Work to be completed:
Note how many lines in the following material mention "body", then give that number by itself.

Data provided:
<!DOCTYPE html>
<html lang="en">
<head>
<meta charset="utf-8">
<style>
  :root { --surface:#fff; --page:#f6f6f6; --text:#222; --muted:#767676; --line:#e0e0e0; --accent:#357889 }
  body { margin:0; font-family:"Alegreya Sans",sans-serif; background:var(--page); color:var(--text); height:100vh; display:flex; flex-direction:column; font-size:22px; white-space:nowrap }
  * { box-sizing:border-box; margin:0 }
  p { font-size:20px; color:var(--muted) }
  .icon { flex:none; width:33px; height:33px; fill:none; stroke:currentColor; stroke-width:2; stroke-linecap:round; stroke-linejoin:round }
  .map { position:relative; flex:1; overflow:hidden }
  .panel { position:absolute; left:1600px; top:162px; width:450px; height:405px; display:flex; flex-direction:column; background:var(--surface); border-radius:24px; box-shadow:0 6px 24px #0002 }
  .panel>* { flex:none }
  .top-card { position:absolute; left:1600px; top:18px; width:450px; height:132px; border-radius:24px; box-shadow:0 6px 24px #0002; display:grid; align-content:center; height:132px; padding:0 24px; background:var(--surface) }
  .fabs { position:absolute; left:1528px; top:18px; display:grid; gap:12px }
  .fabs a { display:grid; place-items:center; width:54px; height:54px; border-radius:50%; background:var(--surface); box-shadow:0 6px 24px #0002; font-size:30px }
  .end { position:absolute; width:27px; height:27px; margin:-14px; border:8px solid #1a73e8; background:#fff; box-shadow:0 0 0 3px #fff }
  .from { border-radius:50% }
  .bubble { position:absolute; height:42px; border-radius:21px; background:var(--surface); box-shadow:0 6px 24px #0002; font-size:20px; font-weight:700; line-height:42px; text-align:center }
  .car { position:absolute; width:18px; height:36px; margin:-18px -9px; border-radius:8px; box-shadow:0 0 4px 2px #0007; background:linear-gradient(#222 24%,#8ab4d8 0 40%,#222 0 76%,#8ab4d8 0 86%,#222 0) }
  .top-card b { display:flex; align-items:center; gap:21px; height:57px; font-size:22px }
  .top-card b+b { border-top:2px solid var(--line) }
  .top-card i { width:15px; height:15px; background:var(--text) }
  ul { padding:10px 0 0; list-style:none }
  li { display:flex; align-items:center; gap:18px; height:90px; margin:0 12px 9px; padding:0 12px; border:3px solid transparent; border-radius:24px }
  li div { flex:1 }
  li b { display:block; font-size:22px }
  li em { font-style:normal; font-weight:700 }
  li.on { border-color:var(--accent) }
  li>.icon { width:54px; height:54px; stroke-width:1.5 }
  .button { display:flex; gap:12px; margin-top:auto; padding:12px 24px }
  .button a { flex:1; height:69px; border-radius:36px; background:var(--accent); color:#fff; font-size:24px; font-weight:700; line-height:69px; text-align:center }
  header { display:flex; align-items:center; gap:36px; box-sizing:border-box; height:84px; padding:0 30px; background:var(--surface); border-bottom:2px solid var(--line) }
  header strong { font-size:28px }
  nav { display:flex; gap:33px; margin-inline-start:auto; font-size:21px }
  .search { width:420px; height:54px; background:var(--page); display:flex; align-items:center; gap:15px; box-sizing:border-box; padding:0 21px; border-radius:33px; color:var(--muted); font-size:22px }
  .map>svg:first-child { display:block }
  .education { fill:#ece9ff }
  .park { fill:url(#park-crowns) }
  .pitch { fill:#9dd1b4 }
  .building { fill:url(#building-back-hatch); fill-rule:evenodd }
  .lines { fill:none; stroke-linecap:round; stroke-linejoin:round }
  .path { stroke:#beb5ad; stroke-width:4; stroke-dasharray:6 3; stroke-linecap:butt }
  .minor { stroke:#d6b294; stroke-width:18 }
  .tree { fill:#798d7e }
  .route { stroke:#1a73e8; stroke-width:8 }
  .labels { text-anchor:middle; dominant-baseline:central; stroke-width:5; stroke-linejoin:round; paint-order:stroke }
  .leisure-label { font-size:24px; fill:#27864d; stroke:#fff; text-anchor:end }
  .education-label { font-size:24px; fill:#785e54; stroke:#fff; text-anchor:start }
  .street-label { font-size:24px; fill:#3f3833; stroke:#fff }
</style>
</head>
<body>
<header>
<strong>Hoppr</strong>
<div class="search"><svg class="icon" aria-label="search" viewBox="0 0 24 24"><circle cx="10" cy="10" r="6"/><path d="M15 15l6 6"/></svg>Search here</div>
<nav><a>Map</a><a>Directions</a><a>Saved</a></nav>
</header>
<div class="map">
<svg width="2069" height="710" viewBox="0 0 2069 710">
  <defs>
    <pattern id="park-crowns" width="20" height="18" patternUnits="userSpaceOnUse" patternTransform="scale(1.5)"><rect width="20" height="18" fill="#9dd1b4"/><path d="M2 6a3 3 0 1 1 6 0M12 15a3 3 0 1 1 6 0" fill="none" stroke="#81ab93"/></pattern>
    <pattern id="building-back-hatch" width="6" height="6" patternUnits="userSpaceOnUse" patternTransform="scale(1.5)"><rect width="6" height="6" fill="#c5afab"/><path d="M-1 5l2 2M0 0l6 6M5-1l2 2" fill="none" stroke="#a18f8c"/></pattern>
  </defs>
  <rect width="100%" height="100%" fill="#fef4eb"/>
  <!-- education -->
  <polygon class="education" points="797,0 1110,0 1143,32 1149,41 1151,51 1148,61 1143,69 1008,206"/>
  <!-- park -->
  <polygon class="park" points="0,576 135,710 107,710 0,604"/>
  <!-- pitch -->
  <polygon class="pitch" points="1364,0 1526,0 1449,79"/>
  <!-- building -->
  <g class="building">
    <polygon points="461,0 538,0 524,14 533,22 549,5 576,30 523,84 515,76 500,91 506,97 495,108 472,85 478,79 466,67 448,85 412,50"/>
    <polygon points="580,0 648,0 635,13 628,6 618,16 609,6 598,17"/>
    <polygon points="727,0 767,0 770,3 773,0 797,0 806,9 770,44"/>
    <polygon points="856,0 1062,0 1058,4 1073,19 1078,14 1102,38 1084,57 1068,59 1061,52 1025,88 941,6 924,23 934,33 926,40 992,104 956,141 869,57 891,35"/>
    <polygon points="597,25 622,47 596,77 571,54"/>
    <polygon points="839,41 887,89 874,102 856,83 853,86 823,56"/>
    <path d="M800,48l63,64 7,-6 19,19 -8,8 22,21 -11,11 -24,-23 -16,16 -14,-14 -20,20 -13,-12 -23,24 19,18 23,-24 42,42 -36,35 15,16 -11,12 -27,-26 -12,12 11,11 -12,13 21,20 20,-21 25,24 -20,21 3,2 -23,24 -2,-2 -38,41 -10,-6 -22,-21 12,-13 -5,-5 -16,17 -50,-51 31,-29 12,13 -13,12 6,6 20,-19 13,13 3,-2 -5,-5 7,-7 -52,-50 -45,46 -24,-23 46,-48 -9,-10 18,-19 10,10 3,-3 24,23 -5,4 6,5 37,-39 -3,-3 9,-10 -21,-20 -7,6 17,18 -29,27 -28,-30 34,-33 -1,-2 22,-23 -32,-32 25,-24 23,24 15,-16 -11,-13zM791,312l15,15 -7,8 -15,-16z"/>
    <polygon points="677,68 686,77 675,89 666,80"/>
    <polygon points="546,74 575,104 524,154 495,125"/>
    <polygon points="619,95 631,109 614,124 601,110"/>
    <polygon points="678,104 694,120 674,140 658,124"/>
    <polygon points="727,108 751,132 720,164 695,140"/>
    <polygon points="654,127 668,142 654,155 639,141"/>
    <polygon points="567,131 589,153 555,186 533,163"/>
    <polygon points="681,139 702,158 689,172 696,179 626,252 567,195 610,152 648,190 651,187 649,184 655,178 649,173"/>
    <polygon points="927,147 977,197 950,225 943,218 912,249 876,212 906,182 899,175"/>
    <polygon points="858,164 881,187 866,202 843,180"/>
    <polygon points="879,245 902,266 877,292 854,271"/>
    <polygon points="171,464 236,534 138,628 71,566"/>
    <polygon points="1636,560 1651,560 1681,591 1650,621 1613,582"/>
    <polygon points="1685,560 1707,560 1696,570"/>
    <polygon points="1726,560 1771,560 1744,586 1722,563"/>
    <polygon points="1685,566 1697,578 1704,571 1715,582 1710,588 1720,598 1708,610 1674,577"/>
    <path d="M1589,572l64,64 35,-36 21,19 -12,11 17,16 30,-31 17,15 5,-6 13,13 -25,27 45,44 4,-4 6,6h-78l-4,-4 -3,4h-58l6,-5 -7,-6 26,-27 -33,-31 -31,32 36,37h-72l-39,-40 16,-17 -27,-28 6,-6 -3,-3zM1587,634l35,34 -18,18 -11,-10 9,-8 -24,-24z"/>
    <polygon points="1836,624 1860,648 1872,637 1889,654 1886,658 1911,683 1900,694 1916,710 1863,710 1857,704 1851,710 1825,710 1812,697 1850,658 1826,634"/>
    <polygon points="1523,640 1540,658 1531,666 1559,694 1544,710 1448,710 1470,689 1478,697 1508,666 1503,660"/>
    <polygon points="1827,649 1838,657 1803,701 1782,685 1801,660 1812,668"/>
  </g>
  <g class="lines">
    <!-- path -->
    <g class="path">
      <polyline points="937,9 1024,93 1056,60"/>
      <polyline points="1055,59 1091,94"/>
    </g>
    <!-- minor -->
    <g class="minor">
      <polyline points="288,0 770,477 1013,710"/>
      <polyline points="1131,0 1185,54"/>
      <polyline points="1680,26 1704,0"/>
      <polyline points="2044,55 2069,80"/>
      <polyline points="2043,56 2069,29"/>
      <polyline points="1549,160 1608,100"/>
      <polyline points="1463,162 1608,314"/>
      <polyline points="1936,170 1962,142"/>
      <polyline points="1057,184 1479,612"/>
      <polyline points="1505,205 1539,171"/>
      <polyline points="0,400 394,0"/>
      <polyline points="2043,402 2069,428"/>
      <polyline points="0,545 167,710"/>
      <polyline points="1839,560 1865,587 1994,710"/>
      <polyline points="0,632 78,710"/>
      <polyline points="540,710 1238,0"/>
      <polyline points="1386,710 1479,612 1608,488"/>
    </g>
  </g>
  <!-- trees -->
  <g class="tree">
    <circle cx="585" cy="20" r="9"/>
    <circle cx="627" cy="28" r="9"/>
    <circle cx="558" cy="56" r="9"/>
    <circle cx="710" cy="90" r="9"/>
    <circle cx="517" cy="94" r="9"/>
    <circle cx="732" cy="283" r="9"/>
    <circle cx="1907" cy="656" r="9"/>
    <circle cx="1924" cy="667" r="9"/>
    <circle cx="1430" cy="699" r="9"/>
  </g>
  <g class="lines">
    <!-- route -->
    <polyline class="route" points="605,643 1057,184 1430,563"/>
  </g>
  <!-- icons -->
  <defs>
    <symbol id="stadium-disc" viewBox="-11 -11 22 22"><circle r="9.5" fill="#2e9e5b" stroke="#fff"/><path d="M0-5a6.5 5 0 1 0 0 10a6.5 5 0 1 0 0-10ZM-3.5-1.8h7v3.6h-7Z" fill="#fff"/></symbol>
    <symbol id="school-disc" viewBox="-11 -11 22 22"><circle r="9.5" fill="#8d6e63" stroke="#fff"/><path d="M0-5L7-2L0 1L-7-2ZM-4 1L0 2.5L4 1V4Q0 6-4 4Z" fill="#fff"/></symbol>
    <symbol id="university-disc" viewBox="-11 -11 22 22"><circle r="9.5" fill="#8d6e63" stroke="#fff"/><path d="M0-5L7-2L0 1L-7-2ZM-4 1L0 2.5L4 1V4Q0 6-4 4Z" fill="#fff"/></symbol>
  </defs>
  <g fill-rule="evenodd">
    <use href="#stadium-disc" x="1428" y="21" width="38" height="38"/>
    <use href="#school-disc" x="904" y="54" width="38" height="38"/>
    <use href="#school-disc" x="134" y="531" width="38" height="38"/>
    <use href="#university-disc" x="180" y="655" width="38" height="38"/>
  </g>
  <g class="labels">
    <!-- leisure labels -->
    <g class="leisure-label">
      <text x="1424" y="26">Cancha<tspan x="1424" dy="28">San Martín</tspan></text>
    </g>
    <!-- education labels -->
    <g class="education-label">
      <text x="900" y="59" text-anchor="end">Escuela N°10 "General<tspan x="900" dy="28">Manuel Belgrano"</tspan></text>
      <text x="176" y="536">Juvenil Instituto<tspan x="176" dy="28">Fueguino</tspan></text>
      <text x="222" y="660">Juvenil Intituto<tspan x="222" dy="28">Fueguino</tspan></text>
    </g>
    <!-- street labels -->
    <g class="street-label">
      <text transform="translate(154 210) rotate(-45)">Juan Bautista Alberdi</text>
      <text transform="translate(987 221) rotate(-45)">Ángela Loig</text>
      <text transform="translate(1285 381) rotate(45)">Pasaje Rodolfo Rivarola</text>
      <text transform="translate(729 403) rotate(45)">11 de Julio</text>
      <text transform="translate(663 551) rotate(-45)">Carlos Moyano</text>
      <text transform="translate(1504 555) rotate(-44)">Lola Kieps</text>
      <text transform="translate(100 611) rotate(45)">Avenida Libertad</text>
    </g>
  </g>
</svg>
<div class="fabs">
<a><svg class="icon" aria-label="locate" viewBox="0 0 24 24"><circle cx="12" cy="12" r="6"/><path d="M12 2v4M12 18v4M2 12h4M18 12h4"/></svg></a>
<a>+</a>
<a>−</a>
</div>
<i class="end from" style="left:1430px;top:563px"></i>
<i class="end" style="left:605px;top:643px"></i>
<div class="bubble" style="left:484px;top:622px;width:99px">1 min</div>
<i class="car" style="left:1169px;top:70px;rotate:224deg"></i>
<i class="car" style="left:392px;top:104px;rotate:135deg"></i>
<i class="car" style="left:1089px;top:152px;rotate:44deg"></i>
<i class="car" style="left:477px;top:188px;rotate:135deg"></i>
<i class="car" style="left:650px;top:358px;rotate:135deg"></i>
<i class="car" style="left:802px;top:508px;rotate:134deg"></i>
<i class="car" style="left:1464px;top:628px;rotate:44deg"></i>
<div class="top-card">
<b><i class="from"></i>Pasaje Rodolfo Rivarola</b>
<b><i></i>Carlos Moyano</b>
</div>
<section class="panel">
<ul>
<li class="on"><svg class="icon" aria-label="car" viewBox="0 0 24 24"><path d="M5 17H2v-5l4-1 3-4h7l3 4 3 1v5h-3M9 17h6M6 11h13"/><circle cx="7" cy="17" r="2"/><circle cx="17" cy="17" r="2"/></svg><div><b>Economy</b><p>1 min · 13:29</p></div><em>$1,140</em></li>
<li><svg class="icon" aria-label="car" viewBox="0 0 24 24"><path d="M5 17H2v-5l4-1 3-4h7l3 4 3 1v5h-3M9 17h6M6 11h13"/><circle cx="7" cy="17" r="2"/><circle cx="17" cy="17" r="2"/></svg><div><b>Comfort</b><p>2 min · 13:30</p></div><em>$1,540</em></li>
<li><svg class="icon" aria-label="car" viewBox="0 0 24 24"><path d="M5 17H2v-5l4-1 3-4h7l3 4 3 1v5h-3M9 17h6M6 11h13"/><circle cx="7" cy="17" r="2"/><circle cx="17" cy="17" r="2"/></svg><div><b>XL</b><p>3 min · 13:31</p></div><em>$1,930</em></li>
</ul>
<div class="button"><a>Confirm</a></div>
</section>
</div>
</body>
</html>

Completed exercise:
3